Problem: Could the records be returned exactly, with the pictures left out?

The data:

..............................

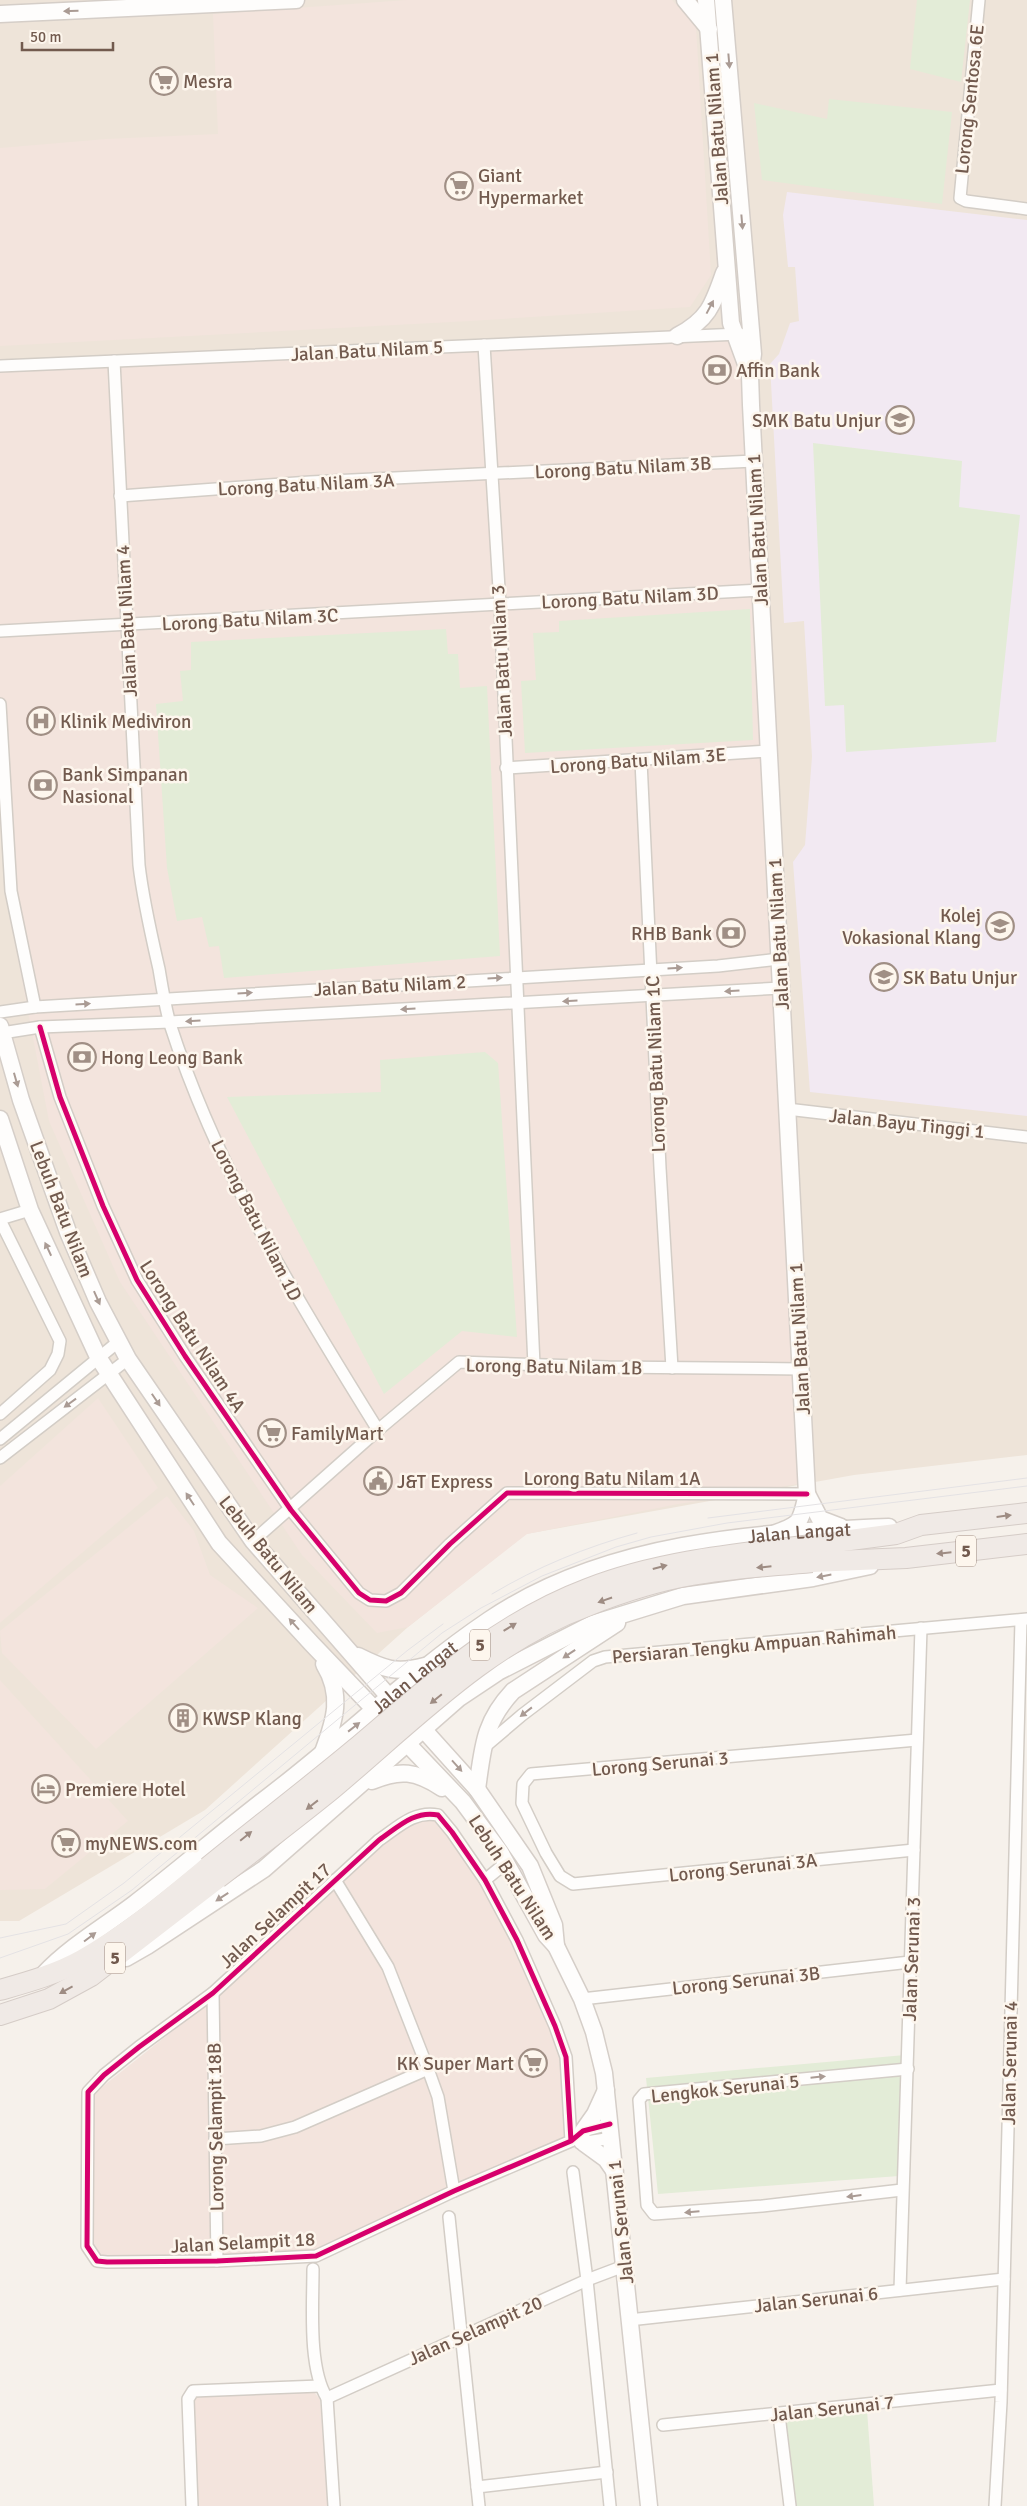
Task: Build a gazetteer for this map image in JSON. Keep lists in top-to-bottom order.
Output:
{
  "streets": {
    "highway": ["Jalan Langat", "5"],
    "main road": ["Jalan Batu Nilam 1", "Lebuh Batu Nilam", "Jalan Serunai 1"],
    "street": [
      "Lorong Sentosa 6E",
      "Jalan Batu Nilam 5",
      "Lorong Batu Nilam 3B",
      "Lorong Batu Nilam 3A",
      "Lorong Batu Nilam 3D",
      "Lorong Batu Nilam 3C",
      "Jalan Batu Nilam 4",
      "Jalan Batu Nilam 3",
      "Lorong Batu Nilam 3E",
      "Jalan Batu Nilam 2",
      "Lorong Batu Nilam 1C",
      "Jalan Bayu Tinggi 1",
      "Lorong Batu Nilam 1D",
      "Lorong Batu Nilam 4A",
      "Lorong Batu Nilam 1B",
      "Lorong Batu Nilam 1A",
      "Persiaran Tengku Ampuan Rahimah",
      "Lorong Serunai 3",
      "Lorong Serunai 3A",
      "Jalan Selampit 17",
      "Jalan Serunai 3",
      "Lorong Serunai 3B",
      "Jalan Serunai 4",
      "Lengkok Serunai 5",
      "Lorong Selampit 18B",
      "Jalan Selampit 18",
      "Jalan Serunai 6",
      "Jalan Selampit 20",
      "Jalan Serunai 7"
    ]
  },
  "crossings": [
    ["Jalan Batu Nilam 1", "Jalan Batu Nilam 5"],
    ["Jalan Batu Nilam 1", "Lorong Batu Nilam 3B"],
    ["Jalan Batu Nilam 1", "Lorong Batu Nilam 3D"],
    ["Jalan Batu Nilam 1", "Lorong Batu Nilam 3E"],
    ["Jalan Batu Nilam 1", "Jalan Batu Nilam 2"],
    ["Jalan Batu Nilam 1", "Jalan Bayu Tinggi 1"],
    ["Jalan Batu Nilam 1", "Lorong Batu Nilam 1B"],
    ["Jalan Batu Nilam 1", "Lorong Batu Nilam 1A"],
    ["Jalan Batu Nilam 5", "Jalan Batu Nilam 4"],
    ["Jalan Batu Nilam 5", "Jalan Batu Nilam 3"],
    ["Lorong Batu Nilam 3B", "Lorong Batu Nilam 3A"],
    ["Lorong Batu Nilam 3B", "Jalan Batu Nilam 3"],
    ["Lorong Batu Nilam 3A", "Jalan Batu Nilam 4"],
    ["Lorong Batu Nilam 3A", "Jalan Batu Nilam 3"],
    ["Lorong Batu Nilam 3D", "Lorong Batu Nilam 3C"],
    ["Lorong Batu Nilam 3D", "Jalan Batu Nilam 3"],
    ["Lorong Batu Nilam 3C", "Jalan Batu Nilam 4"],
    ["Lorong Batu Nilam 3C", "Jalan Batu Nilam 3"],
    ["Jalan Batu Nilam 4", "Jalan Batu Nilam 2"],
    ["Jalan Batu Nilam 4", "Lorong Batu Nilam 1D"],
    ["Jalan Batu Nilam 3", "Lorong Batu Nilam 3E"],
    ["Jalan Batu Nilam 3", "Jalan Batu Nilam 2"],
    ["Lorong Batu Nilam 3E", "Lorong Batu Nilam 1C"],
    ["Jalan Batu Nilam 2", "Lorong Batu Nilam 1C"],
    ["Jalan Batu Nilam 2", "Lebuh Batu Nilam"],
    ["Jalan Batu Nilam 2", "Lorong Batu Nilam 1D"],
    ["Jalan Batu Nilam 2", "Lorong Batu Nilam 4A"],
    ["Lorong Batu Nilam 1C", "Lorong Batu Nilam 1B"],
    ["Lebuh Batu Nilam", "Lorong Batu Nilam 1B"],
    ["Lebuh Batu Nilam", "Jalan Langat"],
    ["Lebuh Batu Nilam", "Jalan Serunai 1"],
    ["Lorong Batu Nilam 1D", "Lorong Batu Nilam 1B"],
    ["Lorong Batu Nilam 4A", "Lorong Batu Nilam 1B"],
    ["Lorong Batu Nilam 4A", "Lorong Batu Nilam 1A"],
    ["Lorong Batu Nilam 1B", "Lorong Batu Nilam 1A"],
    ["Persiaran Tengku Ampuan Rahimah", "Jalan Serunai 3"],
    ["Persiaran Tengku Ampuan Rahimah", "Jalan Serunai 4"],
    ["Lorong Serunai 3", "Lorong Serunai 3A"],
    ["Lorong Serunai 3", "Jalan Serunai 3"],
    ["Lorong Serunai 3A", "Jalan Serunai 3"],
    ["Jalan Selampit 17", "Lorong Selampit 18B"],
    ["Jalan Selampit 17", "Jalan Selampit 18"],
    ["Jalan Serunai 3", "Lorong Serunai 3B"],
    ["Jalan Serunai 3", "Lengkok Serunai 5"],
    ["Jalan Serunai 3", "Jalan Serunai 6"],
    ["Lorong Serunai 3B", "Jalan Serunai 1"],
    ["Jalan Serunai 4", "Jalan Serunai 6"],
    ["Jalan Serunai 4", "Jalan Serunai 7"],
    ["Lorong Selampit 18B", "Jalan Selampit 18"],
    ["Jalan Serunai 1", "Jalan Selampit 18"],
    ["Jalan Serunai 1", "Jalan Serunai 6"],
    ["Jalan Serunai 1", "Jalan Selampit 20"]
  ],
  "one_way": ["Persiaran Tengku Ampuan Rahimah"],
  "places": {
    "supermarket": [
      "Mesra",
      "Giant Hypermarket",
      "FamilyMart",
      "myNEWS.com",
      "KK Super Mart"
    ],
    "bank": [
      "Affin Bank",
      "Bank Simpanan Nasional",
      "RHB Bank",
      "Hong Leong Bank"
    ],
    "school or university": ["SMK Batu Unjur", "Kolej Vokasional Klang", "SK Batu Unjur"],
    "hospital": ["Klinik Mediviron"],
    "public building": ["J&T Express"],
    "building": ["KWSP Klang"],
    "hotel": ["Premiere Hotel"]
  },
  "scale_bar": "50 m"
}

..............................

Response box:
Task: Build a gazetteer for this map image in JSON. Keep lists in top-to-bottom order.
Output:
{
  "streets": {
    "highway": ["Jalan Langat", "5"],
    "main road": ["Jalan Batu Nilam 1", "Lebuh Batu Nilam", "Jalan Serunai 1"],
    "street": [
      "Lorong Sentosa 6E",
      "Jalan Batu Nilam 5",
      "Lorong Batu Nilam 3B",
      "Lorong Batu Nilam 3A",
      "Lorong Batu Nilam 3D",
      "Lorong Batu Nilam 3C",
      "Jalan Batu Nilam 4",
      "Jalan Batu Nilam 3",
      "Lorong Batu Nilam 3E",
      "Jalan Batu Nilam 2",
      "Lorong Batu Nilam 1C",
      "Jalan Bayu Tinggi 1",
      "Lorong Batu Nilam 1D",
      "Lorong Batu Nilam 4A",
      "Lorong Batu Nilam 1B",
      "Lorong Batu Nilam 1A",
      "Persiaran Tengku Ampuan Rahimah",
      "Lorong Serunai 3",
      "Lorong Serunai 3A",
      "Jalan Selampit 17",
      "Jalan Serunai 3",
      "Lorong Serunai 3B",
      "Jalan Serunai 4",
      "Lengkok Serunai 5",
      "Lorong Selampit 18B",
      "Jalan Selampit 18",
      "Jalan Serunai 6",
      "Jalan Selampit 20",
      "Jalan Serunai 7"
    ]
  },
  "crossings": [
    ["Jalan Batu Nilam 1", "Jalan Batu Nilam 5"],
    ["Jalan Batu Nilam 1", "Lorong Batu Nilam 3B"],
    ["Jalan Batu Nilam 1", "Lorong Batu Nilam 3D"],
    ["Jalan Batu Nilam 1", "Lorong Batu Nilam 3E"],
    ["Jalan Batu Nilam 1", "Jalan Batu Nilam 2"],
    ["Jalan Batu Nilam 1", "Jalan Bayu Tinggi 1"],
    ["Jalan Batu Nilam 1", "Lorong Batu Nilam 1B"],
    ["Jalan Batu Nilam 1", "Lorong Batu Nilam 1A"],
    ["Jalan Batu Nilam 5", "Jalan Batu Nilam 4"],
    ["Jalan Batu Nilam 5", "Jalan Batu Nilam 3"],
    ["Lorong Batu Nilam 3B", "Lorong Batu Nilam 3A"],
    ["Lorong Batu Nilam 3B", "Jalan Batu Nilam 3"],
    ["Lorong Batu Nilam 3A", "Jalan Batu Nilam 4"],
    ["Lorong Batu Nilam 3A", "Jalan Batu Nilam 3"],
    ["Lorong Batu Nilam 3D", "Lorong Batu Nilam 3C"],
    ["Lorong Batu Nilam 3D", "Jalan Batu Nilam 3"],
    ["Lorong Batu Nilam 3C", "Jalan Batu Nilam 4"],
    ["Lorong Batu Nilam 3C", "Jalan Batu Nilam 3"],
    ["Jalan Batu Nilam 4", "Jalan Batu Nilam 2"],
    ["Jalan Batu Nilam 4", "Lorong Batu Nilam 1D"],
    ["Jalan Batu Nilam 3", "Lorong Batu Nilam 3E"],
    ["Jalan Batu Nilam 3", "Jalan Batu Nilam 2"],
    ["Lorong Batu Nilam 3E", "Lorong Batu Nilam 1C"],
    ["Jalan Batu Nilam 2", "Lorong Batu Nilam 1C"],
    ["Jalan Batu Nilam 2", "Lebuh Batu Nilam"],
    ["Jalan Batu Nilam 2", "Lorong Batu Nilam 1D"],
    ["Jalan Batu Nilam 2", "Lorong Batu Nilam 4A"],
    ["Lorong Batu Nilam 1C", "Lorong Batu Nilam 1B"],
    ["Lebuh Batu Nilam", "Lorong Batu Nilam 1B"],
    ["Lebuh Batu Nilam", "Jalan Langat"],
    ["Lebuh Batu Nilam", "Jalan Serunai 1"],
    ["Lorong Batu Nilam 1D", "Lorong Batu Nilam 1B"],
    ["Lorong Batu Nilam 4A", "Lorong Batu Nilam 1B"],
    ["Lorong Batu Nilam 4A", "Lorong Batu Nilam 1A"],
    ["Lorong Batu Nilam 1B", "Lorong Batu Nilam 1A"],
    ["Persiaran Tengku Ampuan Rahimah", "Jalan Serunai 3"],
    ["Persiaran Tengku Ampuan Rahimah", "Jalan Serunai 4"],
    ["Lorong Serunai 3", "Lorong Serunai 3A"],
    ["Lorong Serunai 3", "Jalan Serunai 3"],
    ["Lorong Serunai 3A", "Jalan Serunai 3"],
    ["Jalan Selampit 17", "Lorong Selampit 18B"],
    ["Jalan Selampit 17", "Jalan Selampit 18"],
    ["Jalan Serunai 3", "Lorong Serunai 3B"],
    ["Jalan Serunai 3", "Lengkok Serunai 5"],
    ["Jalan Serunai 3", "Jalan Serunai 6"],
    ["Lorong Serunai 3B", "Jalan Serunai 1"],
    ["Jalan Serunai 4", "Jalan Serunai 6"],
    ["Jalan Serunai 4", "Jalan Serunai 7"],
    ["Lorong Selampit 18B", "Jalan Selampit 18"],
    ["Jalan Serunai 1", "Jalan Selampit 18"],
    ["Jalan Serunai 1", "Jalan Serunai 6"],
    ["Jalan Serunai 1", "Jalan Selampit 20"]
  ],
  "one_way": ["Persiaran Tengku Ampuan Rahimah"],
  "places": {
    "supermarket": [
      "Mesra",
      "Giant Hypermarket",
      "FamilyMart",
      "myNEWS.com",
      "KK Super Mart"
    ],
    "bank": [
      "Affin Bank",
      "Bank Simpanan Nasional",
      "RHB Bank",
      "Hong Leong Bank"
    ],
    "school or university": ["SMK Batu Unjur", "Kolej Vokasional Klang", "SK Batu Unjur"],
    "hospital": ["Klinik Mediviron"],
    "public building": ["J&T Express"],
    "building": ["KWSP Klang"],
    "hotel": ["Premiere Hotel"]
  },
  "scale_bar": "50 m"
}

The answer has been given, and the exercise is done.